(Beginning of EXCERPTED DATA)

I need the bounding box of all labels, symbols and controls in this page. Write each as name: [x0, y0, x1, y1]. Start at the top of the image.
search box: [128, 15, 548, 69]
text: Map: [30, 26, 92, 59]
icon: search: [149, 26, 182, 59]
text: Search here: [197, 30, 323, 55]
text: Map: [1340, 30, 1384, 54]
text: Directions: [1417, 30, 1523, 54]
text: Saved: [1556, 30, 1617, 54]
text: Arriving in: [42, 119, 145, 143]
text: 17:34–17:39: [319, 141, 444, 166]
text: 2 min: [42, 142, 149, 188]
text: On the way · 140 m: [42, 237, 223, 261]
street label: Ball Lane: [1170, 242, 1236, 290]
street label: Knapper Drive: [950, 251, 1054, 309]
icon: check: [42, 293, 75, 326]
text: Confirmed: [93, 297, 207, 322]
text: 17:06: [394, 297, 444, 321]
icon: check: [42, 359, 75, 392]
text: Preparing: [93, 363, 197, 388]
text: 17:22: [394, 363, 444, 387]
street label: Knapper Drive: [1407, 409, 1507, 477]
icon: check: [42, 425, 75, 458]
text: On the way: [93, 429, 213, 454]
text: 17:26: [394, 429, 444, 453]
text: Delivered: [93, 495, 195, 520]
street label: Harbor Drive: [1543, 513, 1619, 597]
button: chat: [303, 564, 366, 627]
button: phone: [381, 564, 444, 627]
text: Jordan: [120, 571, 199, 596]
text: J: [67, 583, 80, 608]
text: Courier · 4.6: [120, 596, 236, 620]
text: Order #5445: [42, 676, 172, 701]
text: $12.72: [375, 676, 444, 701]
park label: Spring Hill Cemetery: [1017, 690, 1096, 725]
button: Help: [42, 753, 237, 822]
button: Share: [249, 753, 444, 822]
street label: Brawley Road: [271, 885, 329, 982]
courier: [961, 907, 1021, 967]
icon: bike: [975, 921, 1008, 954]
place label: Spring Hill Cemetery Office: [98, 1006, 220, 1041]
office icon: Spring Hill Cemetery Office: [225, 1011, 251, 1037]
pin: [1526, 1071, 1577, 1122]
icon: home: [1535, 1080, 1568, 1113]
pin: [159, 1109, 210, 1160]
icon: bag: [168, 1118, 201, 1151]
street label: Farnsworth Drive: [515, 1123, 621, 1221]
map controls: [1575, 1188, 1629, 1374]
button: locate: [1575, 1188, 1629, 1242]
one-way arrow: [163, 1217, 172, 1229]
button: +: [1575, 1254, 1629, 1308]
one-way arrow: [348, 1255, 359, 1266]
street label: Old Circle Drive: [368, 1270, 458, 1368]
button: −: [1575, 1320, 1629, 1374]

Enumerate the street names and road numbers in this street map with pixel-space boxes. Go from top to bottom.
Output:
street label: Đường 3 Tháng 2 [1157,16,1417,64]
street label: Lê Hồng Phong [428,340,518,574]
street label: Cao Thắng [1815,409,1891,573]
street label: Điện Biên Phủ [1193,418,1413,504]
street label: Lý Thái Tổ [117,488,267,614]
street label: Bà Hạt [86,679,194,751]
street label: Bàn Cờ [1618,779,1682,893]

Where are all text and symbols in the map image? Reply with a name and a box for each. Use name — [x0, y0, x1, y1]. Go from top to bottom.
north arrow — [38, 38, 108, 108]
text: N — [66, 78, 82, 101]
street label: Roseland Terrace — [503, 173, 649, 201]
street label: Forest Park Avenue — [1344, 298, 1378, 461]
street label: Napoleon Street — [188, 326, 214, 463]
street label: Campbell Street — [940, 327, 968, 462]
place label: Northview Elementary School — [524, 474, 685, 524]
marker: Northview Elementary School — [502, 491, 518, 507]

(End of EXCERPTED DATA)

Every entry above must be reproduced word for word.

REPLY:
I need the bounding box of all labels, symbols and controls in this page. Write each as name: [x0, y0, x1, y1]. Start at the top of the image.
search box: [128, 15, 548, 69]
text: Map: [30, 26, 92, 59]
icon: search: [149, 26, 182, 59]
text: Search here: [197, 30, 323, 55]
text: Map: [1340, 30, 1384, 54]
text: Directions: [1417, 30, 1523, 54]
text: Saved: [1556, 30, 1617, 54]
text: Arriving in: [42, 119, 145, 143]
text: 17:34–17:39: [319, 141, 444, 166]
text: 2 min: [42, 142, 149, 188]
text: On the way · 140 m: [42, 237, 223, 261]
street label: Ball Lane: [1170, 242, 1236, 290]
street label: Knapper Drive: [950, 251, 1054, 309]
icon: check: [42, 293, 75, 326]
text: Confirmed: [93, 297, 207, 322]
text: 17:06: [394, 297, 444, 321]
icon: check: [42, 359, 75, 392]
text: Preparing: [93, 363, 197, 388]
text: 17:22: [394, 363, 444, 387]
street label: Knapper Drive: [1407, 409, 1507, 477]
icon: check: [42, 425, 75, 458]
text: On the way: [93, 429, 213, 454]
text: 17:26: [394, 429, 444, 453]
text: Delivered: [93, 495, 195, 520]
street label: Harbor Drive: [1543, 513, 1619, 597]
button: chat: [303, 564, 366, 627]
button: phone: [381, 564, 444, 627]
text: Jordan: [120, 571, 199, 596]
text: J: [67, 583, 80, 608]
text: Courier · 4.6: [120, 596, 236, 620]
text: Order #5445: [42, 676, 172, 701]
text: $12.72: [375, 676, 444, 701]
park label: Spring Hill Cemetery: [1017, 690, 1096, 725]
button: Help: [42, 753, 237, 822]
button: Share: [249, 753, 444, 822]
street label: Brawley Road: [271, 885, 329, 982]
courier: [961, 907, 1021, 967]
icon: bike: [975, 921, 1008, 954]
place label: Spring Hill Cemetery Office: [98, 1006, 220, 1041]
office icon: Spring Hill Cemetery Office: [225, 1011, 251, 1037]
pin: [1526, 1071, 1577, 1122]
icon: home: [1535, 1080, 1568, 1113]
pin: [159, 1109, 210, 1160]
icon: bag: [168, 1118, 201, 1151]
street label: Farnsworth Drive: [515, 1123, 621, 1221]
map controls: [1575, 1188, 1629, 1374]
button: locate: [1575, 1188, 1629, 1242]
one-way arrow: [163, 1217, 172, 1229]
button: +: [1575, 1254, 1629, 1308]
one-way arrow: [348, 1255, 359, 1266]
street label: Old Circle Drive: [368, 1270, 458, 1368]
button: −: [1575, 1320, 1629, 1374]

Enumerate the street names and road numbers in this street map with pixel-space boxes. Go from top to bottom.
Output:
street label: Đường 3 Tháng 2 [1157,16,1417,64]
street label: Lê Hồng Phong [428,340,518,574]
street label: Cao Thắng [1815,409,1891,573]
street label: Điện Biên Phủ [1193,418,1413,504]
street label: Lý Thái Tổ [117,488,267,614]
street label: Bà Hạt [86,679,194,751]
street label: Bàn Cờ [1618,779,1682,893]

Where are all text and symbols in the map image? Reply with a name and a box for each. Use name — [x0, y0, x1, y1]. Go from top to bottom.
north arrow — [38, 38, 108, 108]
text: N — [66, 78, 82, 101]
street label: Roseland Terrace — [503, 173, 649, 201]
street label: Forest Park Avenue — [1344, 298, 1378, 461]
street label: Napoleon Street — [188, 326, 214, 463]
street label: Campbell Street — [940, 327, 968, 462]
place label: Northview Elementary School — [524, 474, 685, 524]
marker: Northview Elementary School — [502, 491, 518, 507]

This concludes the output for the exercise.